Beets as roots retain an earthiness to their smell. Again it is the chemical geosmin that is the responsible party for the distinctive wet dirt smell of beets that is detectable even in very small amounts. The chemical reactions of this compound produce a volatile alcohol that is easy to smell even without a sensitive nose. An interesting tidbit of history theorizes that our hunter-gather ancestors used the smell of geosmin to detect water sources; perhaps beets were first discovered in the summer heat when thirst quenching was a primary concern.
Beets have existed since ancient times. The emotions of the heart are enmeshed in the folklore surrounding this vegetable. Love in Greek mythology depended on the presence of beets. Not only did Aphrodite eat beets for their ability to enhance her beauty, she also compelled Apollo to eat them with her because she knew if a man and woman ate from the same beet, their love would be everlasting. Ancient Romans valued the beet for its ability to act as a mood relaxant or aphrodisiac. Perhaps they gained this knowledge through experience, but now the high mineral content, specifically boron, an integral part of hormone production is the known culprit. Mostly it is the red color that makes beets the most popular recipe addition around Valentine’s Day. Even if none of the legends are true, eating beets is healthy way to work toward positive emotional encounters.
Culinary and Cooking
With the push to increase vegetable intake, the popular idea of hiding vegetables in recipes has evolved. I am not a proponent of sneaking vegetables into the picky eater’s diet, often that of children, to add nutrients. It seems dishonest and does not encourage a love for eating vegetables just because they can taste wonderful. I have to admit I consider it with beets though. Chocolate cake made with beets is so moist and dark and rich. If not in baking, there are a variety of different ways to use beets. Traditionally they were eaten pickled or as borscht, a cold Russian soup, but neither are darlings for modern cooking. Options for a rosy color addition include blending in hummus or dips; mashing with potatoes; processing into pancakes; filling ravioli; blending in juice or a smoothie; slicing into a tart; or mixing in a salad with broccoli or leafy greens and lemon dressing. For those who love beets, just boiling or roasting is enough.

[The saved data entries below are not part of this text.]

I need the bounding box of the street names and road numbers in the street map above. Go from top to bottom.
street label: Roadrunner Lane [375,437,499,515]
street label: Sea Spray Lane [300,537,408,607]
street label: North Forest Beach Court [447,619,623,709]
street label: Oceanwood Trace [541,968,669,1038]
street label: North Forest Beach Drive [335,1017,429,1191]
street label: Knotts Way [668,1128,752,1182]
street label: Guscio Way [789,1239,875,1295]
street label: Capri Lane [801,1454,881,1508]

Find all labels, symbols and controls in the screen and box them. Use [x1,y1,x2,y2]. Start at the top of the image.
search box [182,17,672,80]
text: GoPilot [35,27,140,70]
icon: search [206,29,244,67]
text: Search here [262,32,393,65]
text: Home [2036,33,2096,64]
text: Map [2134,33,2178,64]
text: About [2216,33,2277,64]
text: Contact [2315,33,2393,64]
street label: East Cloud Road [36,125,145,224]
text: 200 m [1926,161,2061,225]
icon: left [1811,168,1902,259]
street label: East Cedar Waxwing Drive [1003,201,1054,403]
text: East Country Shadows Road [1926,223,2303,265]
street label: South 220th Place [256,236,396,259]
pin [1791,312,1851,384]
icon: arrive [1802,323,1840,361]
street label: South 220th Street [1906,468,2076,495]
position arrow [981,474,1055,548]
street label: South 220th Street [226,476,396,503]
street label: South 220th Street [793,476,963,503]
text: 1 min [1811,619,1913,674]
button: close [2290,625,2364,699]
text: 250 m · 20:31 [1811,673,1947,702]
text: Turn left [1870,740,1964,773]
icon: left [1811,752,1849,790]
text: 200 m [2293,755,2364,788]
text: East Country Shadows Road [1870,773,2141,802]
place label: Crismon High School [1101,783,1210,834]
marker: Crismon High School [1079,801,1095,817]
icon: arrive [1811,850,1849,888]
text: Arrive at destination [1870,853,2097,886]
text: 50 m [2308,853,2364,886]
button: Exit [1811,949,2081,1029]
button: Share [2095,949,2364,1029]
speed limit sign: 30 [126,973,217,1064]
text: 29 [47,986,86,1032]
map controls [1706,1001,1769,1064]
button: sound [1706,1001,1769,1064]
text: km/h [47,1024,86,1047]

Beet juice, referred to in herbal medicine making terms as a succus, is the concentrated form for obtaining highest benefits. As an herbal preparation, one to two teaspoons taken two or three times throughout the day would be considered medicinal. Most significantly, beets stimulate liver function providing cleansing and protecting activity. Beetroot succus can be an important addition to any liver detoxifying protocol and also why beets have been promoted as part of juicing cleanses. Beets are blood building due to easily absorbable and high iron content that can improve hemoglobin and hematocrit levels if iron deficiency anemia exists. Studies have shown beets normalize blood pressure, either lowering it if it is high or increasing it if it is too low, providing protection for the heart. Studies are also unfolding the antioxidant and anti-cancer protection from the red colored betalain. On the cautionary end of beetroot use, they are high in oxalates, more so cooked than raw, so should be limited for people who are at risk of kidney stones.